Quand arrêter les exercices et consulter
Un avis médical est recommandé si la douleur ne s’améliore pas après quelques jours, si elle revient fréquemment ou si elle vous empêche de travailler, de dormir ou de marcher normalement. Une gêne qui s’intensifie la nuit, une perte de poids inexpliquée, de la fièvre ou un contexte de chute doivent également inciter à consulter.
Appelez rapidement le 15 ou le 112 en cas de perte de force importante dans une jambe, de paralysie, d’engourdissement du périnée, de difficulté à uriner, de fuites urinaires ou de perte du contrôle des selles. Ces signes ne correspondent pas à une simple raideur musculaire à traiter par des étirements.

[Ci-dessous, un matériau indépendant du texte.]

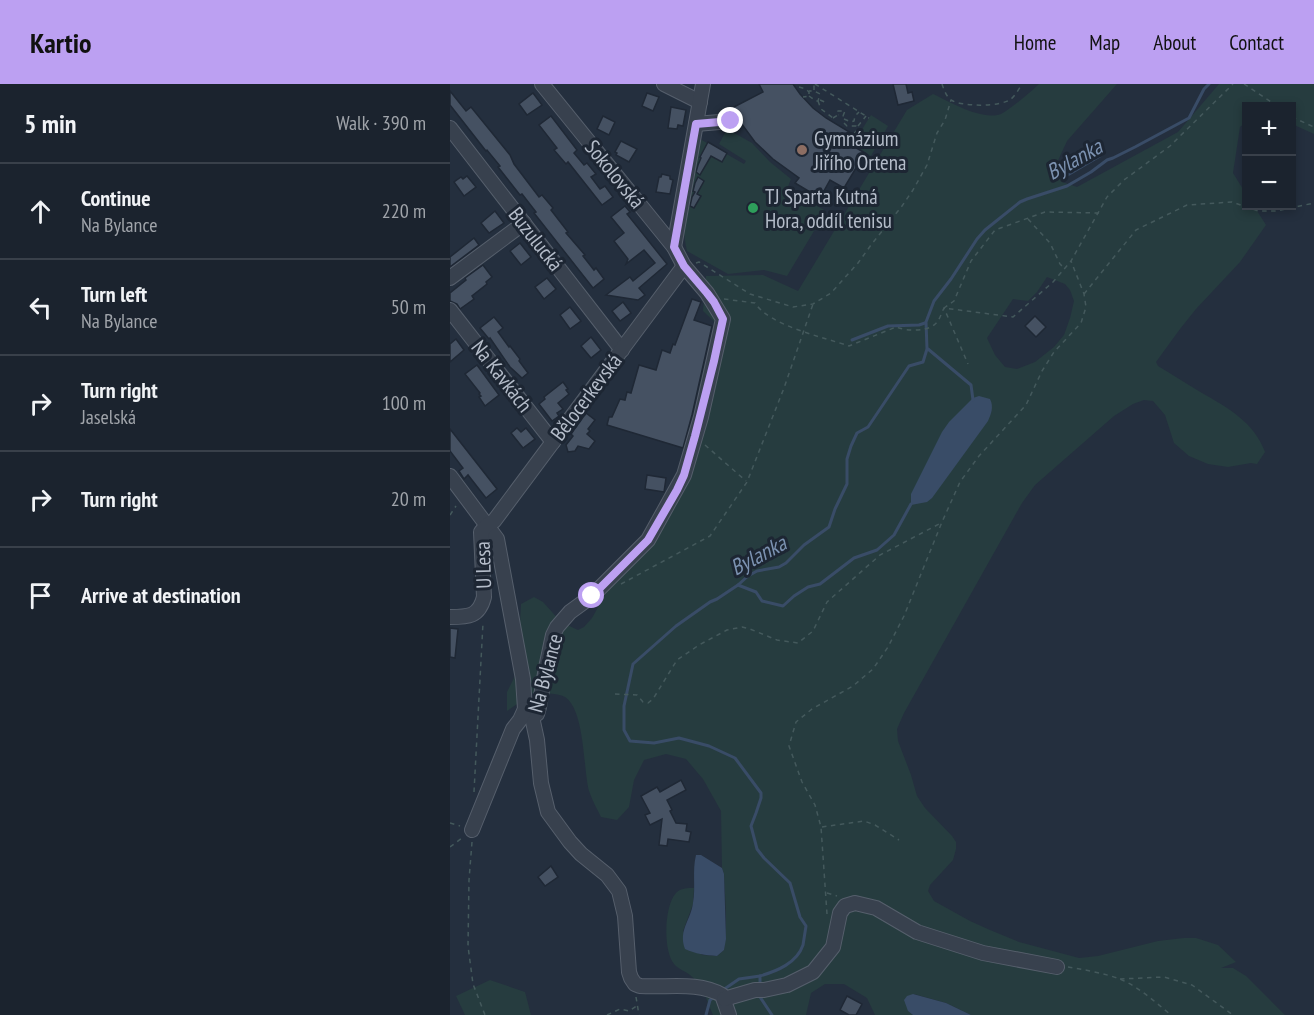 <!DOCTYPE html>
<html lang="en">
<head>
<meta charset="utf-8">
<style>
	:root { --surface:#1b232e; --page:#282f3a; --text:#f1f3f6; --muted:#a0a4aa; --line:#39404a; --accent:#bca0f2 }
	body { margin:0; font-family:"PT Sans Narrow",sans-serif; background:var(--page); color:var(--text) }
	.controls { position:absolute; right:18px; top:18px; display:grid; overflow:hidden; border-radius:0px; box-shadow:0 3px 9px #0003 }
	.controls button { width:54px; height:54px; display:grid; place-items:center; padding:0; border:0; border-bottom:2px solid var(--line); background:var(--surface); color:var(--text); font:30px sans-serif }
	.stop { position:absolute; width:18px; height:18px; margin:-14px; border:4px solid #bca0f2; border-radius:50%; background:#fff }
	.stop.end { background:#bca0f2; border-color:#fff; box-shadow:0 2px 6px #0008 }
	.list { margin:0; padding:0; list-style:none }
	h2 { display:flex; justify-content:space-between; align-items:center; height:78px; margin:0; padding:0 24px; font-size:26px }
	h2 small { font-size:20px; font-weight:400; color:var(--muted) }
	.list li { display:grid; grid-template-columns:39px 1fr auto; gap:18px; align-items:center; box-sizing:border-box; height:96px; padding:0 24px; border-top:2px solid var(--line) }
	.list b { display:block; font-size:22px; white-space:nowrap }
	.list p { margin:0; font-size:20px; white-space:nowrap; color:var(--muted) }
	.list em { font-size:20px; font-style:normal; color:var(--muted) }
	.icon { flex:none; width:33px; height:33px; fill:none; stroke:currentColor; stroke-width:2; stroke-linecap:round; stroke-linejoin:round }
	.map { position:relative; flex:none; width:864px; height:931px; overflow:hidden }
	header { display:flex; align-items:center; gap:36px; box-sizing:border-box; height:84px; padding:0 30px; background:var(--accent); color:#111 }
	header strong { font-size:28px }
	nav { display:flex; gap:33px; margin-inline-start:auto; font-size:21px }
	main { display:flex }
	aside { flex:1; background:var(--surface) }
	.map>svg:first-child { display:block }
</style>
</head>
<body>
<header>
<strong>Kartio</strong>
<nav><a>Home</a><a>Map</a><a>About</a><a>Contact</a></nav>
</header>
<main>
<aside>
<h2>5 min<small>Walk · 390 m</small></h2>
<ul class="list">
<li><svg class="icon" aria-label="ahead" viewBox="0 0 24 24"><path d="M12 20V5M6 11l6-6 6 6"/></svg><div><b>Continue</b><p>Na Bylance</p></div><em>220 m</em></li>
<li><svg class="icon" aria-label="left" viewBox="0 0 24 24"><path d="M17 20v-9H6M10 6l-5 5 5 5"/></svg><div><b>Turn left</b><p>Na Bylance</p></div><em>50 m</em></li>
<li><svg class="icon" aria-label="right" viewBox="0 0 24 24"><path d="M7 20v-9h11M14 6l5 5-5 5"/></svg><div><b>Turn right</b><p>Jaselská</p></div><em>100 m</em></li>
<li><svg class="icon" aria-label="right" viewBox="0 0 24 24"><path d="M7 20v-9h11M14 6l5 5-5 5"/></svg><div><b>Turn right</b></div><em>20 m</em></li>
<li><svg class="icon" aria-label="arrive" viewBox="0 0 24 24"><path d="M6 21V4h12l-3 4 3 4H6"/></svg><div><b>Arrive at destination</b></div></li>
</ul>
</aside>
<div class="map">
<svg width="864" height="931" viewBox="0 0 864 931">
	<rect width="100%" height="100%" fill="#242f3e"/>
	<g fill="#263c3f" fill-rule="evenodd">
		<path d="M589 0H667L617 57 605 83 612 98 627 103 728 48 769 0H864V50L842 40V22H796V38L790 43 783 89 796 110V122H804L816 141 790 178 746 225 730 245 706 278 708 282C723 291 737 300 752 309 778 324 804 338 815 368L807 380 801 379 778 383 758 380 739 372 724 359 715 331 703 317 694 316 683 320 664 332 585 401 572 419 454 629 447 645 448 657 461 691 467 712 475 724 502 752 506 758V765L503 776 480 801 478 807 484 817 520 837 540 846 569 858 629 874 648 872 708 857 734 854H746L768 861 786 878 771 884H783L796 892 835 931H521L496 919 464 910 458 927 463 931H425L417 914 394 900H375L361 909 356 931H263C257 917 252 900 240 891 235 887 228 885 224 880 213 867 214 822 226 809 231 804 237 804 244 804L243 820 233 847 252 871 267 872 274 866C278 841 275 815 274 790L272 784 271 727 253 695 236 675 216 670 194 676 184 696 179 723 167 736 151 733C147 725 142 716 139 707 133 684 135 626 115 613 109 609 91 609 83 609L57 627V608L75 572 70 539 71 520 84 513 93 518 111 538 128 546 134 543 142 534 156 509 199 462 249 349 275 248 253 227 256 192 313 191 348 207 457 26 483 10C500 18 532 37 551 30 558 27 582 7 589 0ZM597 193 615 200 620 206 624 217 620 234 614 251 604 263 585 278 567 285 555 283 545 271 537 254 563 215 578 217 587 208Z"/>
		<polygon points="421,31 438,42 421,72 403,60"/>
		<path d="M277 45 302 59 320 78 341 95 337 105 376 127 337 192 314 186 278 190 237 167C228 131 242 90 250 55L294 80 296 77 269 60Z"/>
		<polygon points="40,896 75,908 81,931 15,931 6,912"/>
	</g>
	<g fill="#394c67">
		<path d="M641 63C646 63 650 64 652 69L651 73 617 93 614 87Z"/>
		<path d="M529 312 540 315C544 323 541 330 538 337L482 414 477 418 461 421V410L492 348 499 338 523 314Z"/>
		<path d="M246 771H251L272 784 274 790 276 855 274 866 267 872C255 871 246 870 235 865 228 846 241 836 243 819 246 803 242 787 246 771Z"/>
		<polygon points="463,910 496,919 521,931 463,931 458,927 454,916 457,912"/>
	</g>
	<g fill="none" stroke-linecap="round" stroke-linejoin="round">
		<g stroke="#394c67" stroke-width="3">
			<polyline points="402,256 438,242 469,241 475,239"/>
			<polyline points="478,265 521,301 523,316"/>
			<polyline points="288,501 306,508 312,517 333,522 344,512 358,503 370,500 404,474 427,466 444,451 461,420"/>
			<path d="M310 903V892C327 887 347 879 353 861 354 855 355 848 356 842L350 833 340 799 314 774 307 765 301 742 306 729 311 714V709L285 674 259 662 229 654 204 659 180 657 174 646V622L183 580 226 542 260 518 267 515 288 501 298 492 307 487 329 483 336 479 354 461 379 443 385 425 397 400V375L401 362 407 349 418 343 459 282 473 278 477 265 476 238 484 217 501 195 527 155 535 146 570 118 577 115 617 102 641 88 657 76 663 74 685 63 739 34 754 5 759 0"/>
			<polyline points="273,906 289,895 310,892"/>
			<polyline points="310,910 310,913 322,931"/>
			<polyline points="256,931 260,916 266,912"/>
		</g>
	</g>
	<g fill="#455162" stroke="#1f2835" stroke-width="1.5">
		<polygon points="309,0 343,0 350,10 363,24 376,34 406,52 401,61 415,69 394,104 380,96 370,114 345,99 349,94 323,75 305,58 291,39 289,32 282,24 313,8"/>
		<polygon points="443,0 456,0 458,9 462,8 464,17 448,21"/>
		<polygon points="0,7 16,27 21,23 60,71 64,80 89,113 92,111 103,124 101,126 118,148 116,149 135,171 133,172 144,186 146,184 154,195 143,204 84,129 86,128 72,110 70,111 48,83 50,82 37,66 36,67 0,21"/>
		<polygon points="83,9 92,21 77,31 69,20"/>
		<polygon points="197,9 209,13 203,27 192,22"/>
		<polygon points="221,23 236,26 233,42 228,41 227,45 218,44"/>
		<polygon points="101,32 127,66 124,69 134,81 137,79 146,90 141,93 150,105 155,102 163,113 152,121 118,78 116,80 104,66 107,64 89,41"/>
		<polygon points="153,32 165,38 159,51 147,45"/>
		<polygon points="171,57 187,65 179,78 166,71 167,69 165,68"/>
		<polygon points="258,58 277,69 272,78 261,72 250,91 246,88 248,81 251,74 250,73"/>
		<polygon points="212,90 220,92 220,95 223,96 220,110 206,108 209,93 211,93"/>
		<polygon points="17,92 26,103 14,112 4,98 11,93 13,95"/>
		<polygon points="248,93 254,97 247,110 251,112 244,124 240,122 242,113 245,108 243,107 245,99"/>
		<polygon points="175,122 180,128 177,130 217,180 189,204 195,211 188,216 156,211 180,193 183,197 205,179 194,166 176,180 178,175 164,157 174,149 161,133"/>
		<polygon points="45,127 54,139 39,149 31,139"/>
		<polygon points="24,154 29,161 0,183 0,173"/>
		<polygon points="70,159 81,173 71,181 60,167"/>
		<polygon points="33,181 42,193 36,198 37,200 22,212 24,215 10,225 7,220 0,217 0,209 16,196 15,194"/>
		<polygon points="97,194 106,205 94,215 85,203"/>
		<polygon points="242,215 251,218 244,236 262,242 242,331 233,364 157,341 159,333 162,333 170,315 175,316 177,308 181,309 189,281 206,286 212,266 220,269 223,260 225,261"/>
		<polygon points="173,218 181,229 170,237 162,227"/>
		<polygon points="120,223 131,237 120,245 110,231"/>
		<polygon points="585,232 596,243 586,253 575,242"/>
		<polygon points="44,233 53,244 48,248 59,263 60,262 70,275 69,277 78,289 72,294 60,283 40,254 39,255 30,244"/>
		<polygon points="141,253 151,266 141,274 131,262"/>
		<polygon points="6,255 14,266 0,278 0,260"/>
		<polygon points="27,281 49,311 35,322 29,313 31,312 29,310 30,309 15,290"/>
		<polygon points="113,298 118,305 116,306 119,310 108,319 113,325 107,329 109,332 102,337 89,320 95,315 94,313"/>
		<polygon points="136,329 145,336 138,345 140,347 137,350 145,357 139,365 128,362 125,367 118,368 116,361 123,352 121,350"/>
		<polygon points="67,344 71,348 76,344 85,355 73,364 61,349"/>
		<polygon points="0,345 47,405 36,414 18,391 14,395 9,387 13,384 0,367"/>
		<polygon points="197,391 216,394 214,408 195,405"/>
		<polygon points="0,544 8,545 5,574 0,573"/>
		<polygon points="231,696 236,706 217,716 222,726 220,727 226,739 237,740 236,747 241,748 239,758 218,755 217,762 209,761 212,735 200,741 195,731 200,729 191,712 207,703 210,708"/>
		<polygon points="101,782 108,793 95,802 88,793"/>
		<polygon points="397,912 412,920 406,931 399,931 390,926"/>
	</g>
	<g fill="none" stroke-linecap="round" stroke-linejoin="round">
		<g stroke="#565f6c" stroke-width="16">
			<g id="minor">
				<polyline points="214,0 250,18"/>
				<polyline points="246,40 281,37"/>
				<polyline points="0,44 172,266"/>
				<polyline points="224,163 253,0"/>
				<polyline points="0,194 74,139"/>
				<polyline points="0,226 103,358"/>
				<polyline points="0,392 47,455 73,595 75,625 82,633"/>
				<path d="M0 533C18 533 29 533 34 513L31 448 37 441 44 437 234 182"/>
				<polyline points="82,633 87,630 89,623 96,584 103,551 107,543 120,528 142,512 198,456 234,391 251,333 273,235 257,209 234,182 224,163 92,0"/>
				<path d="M82 633 87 656 91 699 98 728 120 758 131 770 157 791 169 807 175 832 179 888 181 894 185 900 190 902C218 904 247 897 272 911L279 931"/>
				<polyline points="22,746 63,645 70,636 75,625"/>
				<polyline points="274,915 305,906 314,906 337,901 363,888 383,863 390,829 395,822 405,819 426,824 467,848 533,869 607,883"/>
			</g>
		</g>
		<g stroke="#44595c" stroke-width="1.5" stroke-dasharray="4.5 4.5" stroke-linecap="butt">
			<polyline points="365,0 419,34"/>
			<path d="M492 0C494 6 496 12 501 16 512 23 551 23 561 15 565 12 569 5 572 0"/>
			<polyline points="794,0 827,22"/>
			<polyline points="349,3 356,5 359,8 359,12 353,13"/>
			<polyline points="364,6 364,0"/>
			<polyline points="359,12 366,17 368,17 370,10 364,7 359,7"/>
			<polyline points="370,16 377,19"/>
			<polyline points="368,17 371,25 383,34 382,37"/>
			<polyline points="842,33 864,43"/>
			<polyline points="383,34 388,31 388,27 395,27 393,32 388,31"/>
			<polyline points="394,35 401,38 404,37 405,32 409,28"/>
			<polyline points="394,39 397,42 406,42 406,47 404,50"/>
			<polyline points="408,42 416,32"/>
			<polyline points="649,129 595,128 545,146 521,177 504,217 494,224 563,233 603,198 621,177 657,113 674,96 720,62 783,0"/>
			<polyline points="578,135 600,159 610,180 614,184"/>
			<polyline points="246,179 249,178 300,210 343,223 363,220 381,209 408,179 421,161 452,122 463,106 477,81 487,49 495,36 501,16"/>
			<polyline points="634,210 686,146 737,121 782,118 808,127 827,127 864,119"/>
			<path d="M274 215 305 219C320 242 373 253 399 262L446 243C456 247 475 248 484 241 489 238 491 230 494 224L518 280"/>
			<polyline points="255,361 296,397"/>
			<polyline points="0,431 6,422"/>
			<polyline points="171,500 260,452 297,398 334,304 363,220"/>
			<polyline points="165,610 187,611 193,618 198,619 203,615 227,576 249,561 277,546 292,543 300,545 327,556 348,559 363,547 377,518 430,471 491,439"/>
			<polyline points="24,708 33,539"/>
			<polyline points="0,739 10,742"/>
			<polyline points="372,743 414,737 425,741 449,756"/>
			<polyline points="22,758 19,796 18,862 23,900 35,931"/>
			<polyline points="0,763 12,754"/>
			<polyline points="377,809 387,812"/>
			<polyline points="377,830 371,743 365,721 352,698 339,662 346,638 362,625 403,602 423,585 438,563 454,532 492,438 510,398 529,372 576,321 592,287 604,268 631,239 636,223 634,210 621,177"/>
			<path d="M618 883C632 885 657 890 670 895 689 903 705 918 721 931"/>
			<polyline points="670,895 714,893 742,901 783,931"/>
			<polyline points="186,913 189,931"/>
			<polyline points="157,931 170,925 179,927 188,921"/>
		</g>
		<use href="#minor" stroke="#38414e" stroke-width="14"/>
	</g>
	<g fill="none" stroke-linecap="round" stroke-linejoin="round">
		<polyline stroke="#bca0f2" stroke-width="8" points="142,512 198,456 227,406 234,391 245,352 264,277 273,235 264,218 257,209 234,182 224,163 246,40 281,37"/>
	</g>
	<circle fill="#8d6e63" stroke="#1d2633" stroke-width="2" cx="352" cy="66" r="6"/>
	<circle fill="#2e9e5b" stroke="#1d2633" stroke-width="2" cx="303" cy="124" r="6"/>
	<g text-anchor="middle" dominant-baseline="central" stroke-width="6" stroke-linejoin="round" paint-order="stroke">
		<g font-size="21" fill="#b4bcc9" stroke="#1d2633" text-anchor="start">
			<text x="364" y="54">Gymnázium<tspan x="364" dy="24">Jiřího Ortena</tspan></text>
			<text x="315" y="112">TJ Sparta Kutná<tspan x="315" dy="24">Hora, oddíl tenisu</tspan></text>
		</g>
		<g font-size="21" fill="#b4bcc9" stroke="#1d2633">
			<text transform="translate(165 90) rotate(51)">Sokolovská</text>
			<text transform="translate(86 155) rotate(52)">Buzulucká</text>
			<text transform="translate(52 292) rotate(52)">Na Kavkách</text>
			<text transform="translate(136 313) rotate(-53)">Bělocerkevská</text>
			<text transform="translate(33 481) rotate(-92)">U Lesa</text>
			<text transform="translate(95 589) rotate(-75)">Na Bylance</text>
		</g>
		<g font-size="22" font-style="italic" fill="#7c92b1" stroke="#1d2633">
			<text transform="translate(624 75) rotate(-29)">Bylanka</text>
			<text transform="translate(308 471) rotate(-28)">Bylanka</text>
		</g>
	</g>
</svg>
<div class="controls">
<button>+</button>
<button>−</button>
</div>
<div class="stop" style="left:142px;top:512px"></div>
<div class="stop end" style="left:281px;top:37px"></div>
</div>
</main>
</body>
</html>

Une douleur qui descend sous le genou, avec fourmillements ou sensations électriques, peut évoquer une irritation nerveuse. Dans ce cas, évitez les étirements intenses des ischio-jambiers et demandez conseil à un médecin ou à un kinésithérapeute avant de poursuivre la routine.
La bonne stratégie pour garder un dos mobile
Pour améliorer durablement la mobilité du bas du dos, je miserais sur un trio simple. Il comprend des mouvements quotidiens doux, une activité d’endurance adaptée comme la marche et un renforcement progressif des muscles qui stabilisent le bassin.
Mesurez vos progrès autrement qu’en cherchant à toucher le sol. Pouvoir s’habiller plus facilement, rester assis moins longtemps, marcher sans appréhension ou se retourner dans le lit avec moins de gêne sont des indicateurs plus utiles. La mobilité revient rarement en une seule séance, mais une routine de 8 à 10 minutes pratiquée régulièrement peut créer une vraie différence au fil des semaines.